Gabriel Byrne
airdate March 11, 2008
Though he discovered his passion for acting later in life, Gabriel Byrne has made up for lost time. He earned a Tony nod for his stage work and a Volta award for lifetime achievement in acting. He also received an Oscar nod as a film producer. The Dublin native previously held various jobs, including archaeologist, cook, bullfighter and Spanish schoolteacher. A well-known human rights activist, Byrne helped launch Amnesty International's Imagine campaign. He currently stars in the HBO series, In Treatment.
Gabriel Byrne
Tavis: I'm pleased to welcome Gabriel Byrne to this program. The talented actor currently starts in the critically acclaimed HBO series "In Treatment." The show airs weeknights at 9:30 with a cast that includes Blair Underwood. Here now, a scene from "In Treatment."
[Clip]
Tavis: It's nice to meet you.
Gabriel Byrne: You too, Tavis.
Tavis: Glad to have you here.
Byrne: Thank you.
Tavis: I didn't know what clip they were going to play, and that's a fascinating choice because I'll let you explain what the series is but the clip we see now is you sitting, talking to your therapist, but you in fact play a therapist on the show. So I'll let you explain what the series is.

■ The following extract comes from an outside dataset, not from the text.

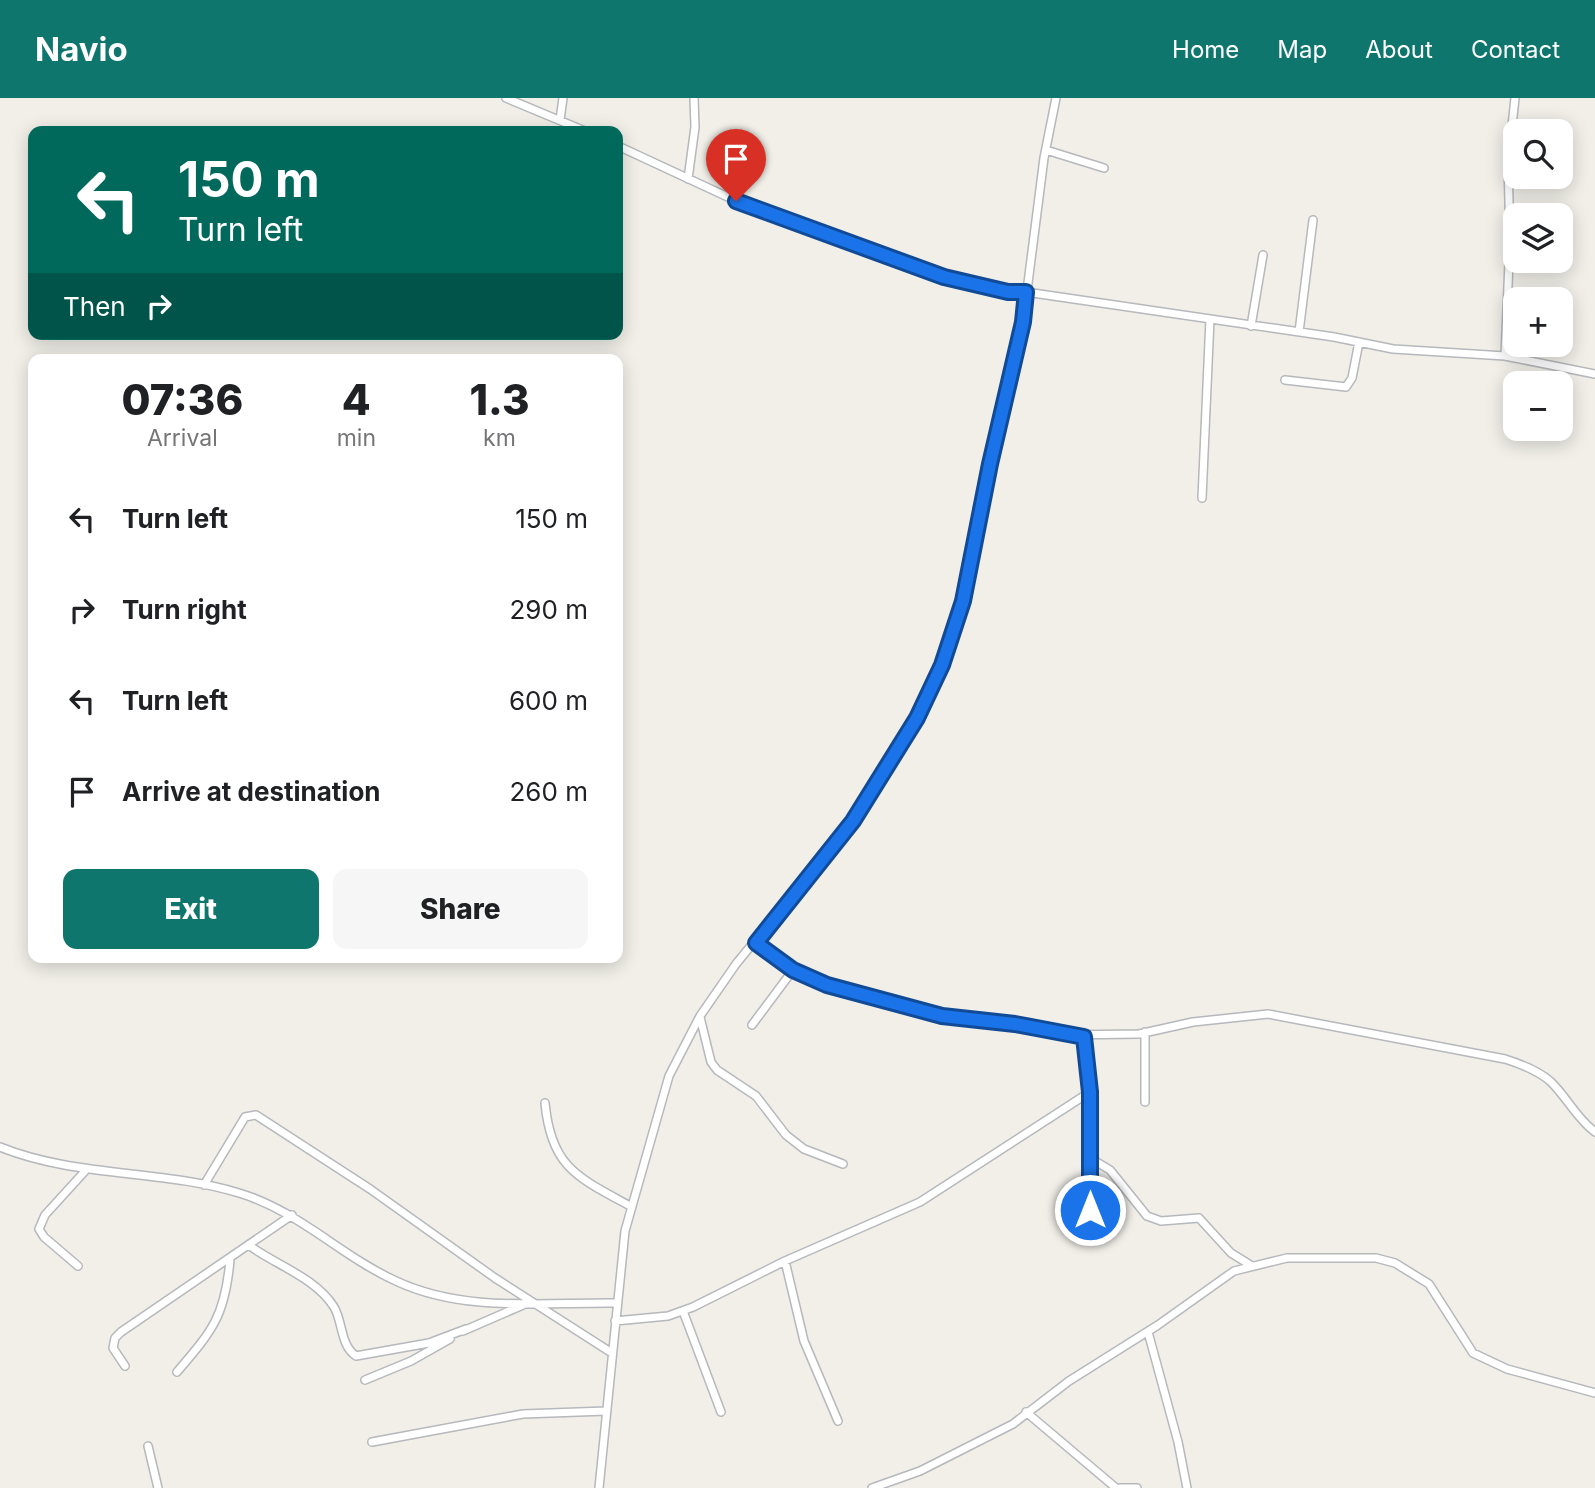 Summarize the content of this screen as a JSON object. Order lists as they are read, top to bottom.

Byrne: Well, the structure of it is - the structure of the series is kind of unusual. You have a doctor, whom I play, who has four patients of various temperaments that you see him interact with over the week, and then on Friday, on the last day of the week, you see him interact with his therapist. So with that knowledge, you then come back to see the next week, having had an insight into what he thinks about his patients.
So part of - I think of the success of the program is that it puts the audience in the room with these two people, and it allows the audience to become the unseen third party in the room so that you get, because you have this knowledge of what my character has in his head, you then see the patients with this knowledge that you have surreptitiously, by the way, gained by spying on him in his therapy.
Because there is a voyeuristic element to the whole thing, the whole notion of being able to listen in on the private conversation and thought of two people is kind of fascinating.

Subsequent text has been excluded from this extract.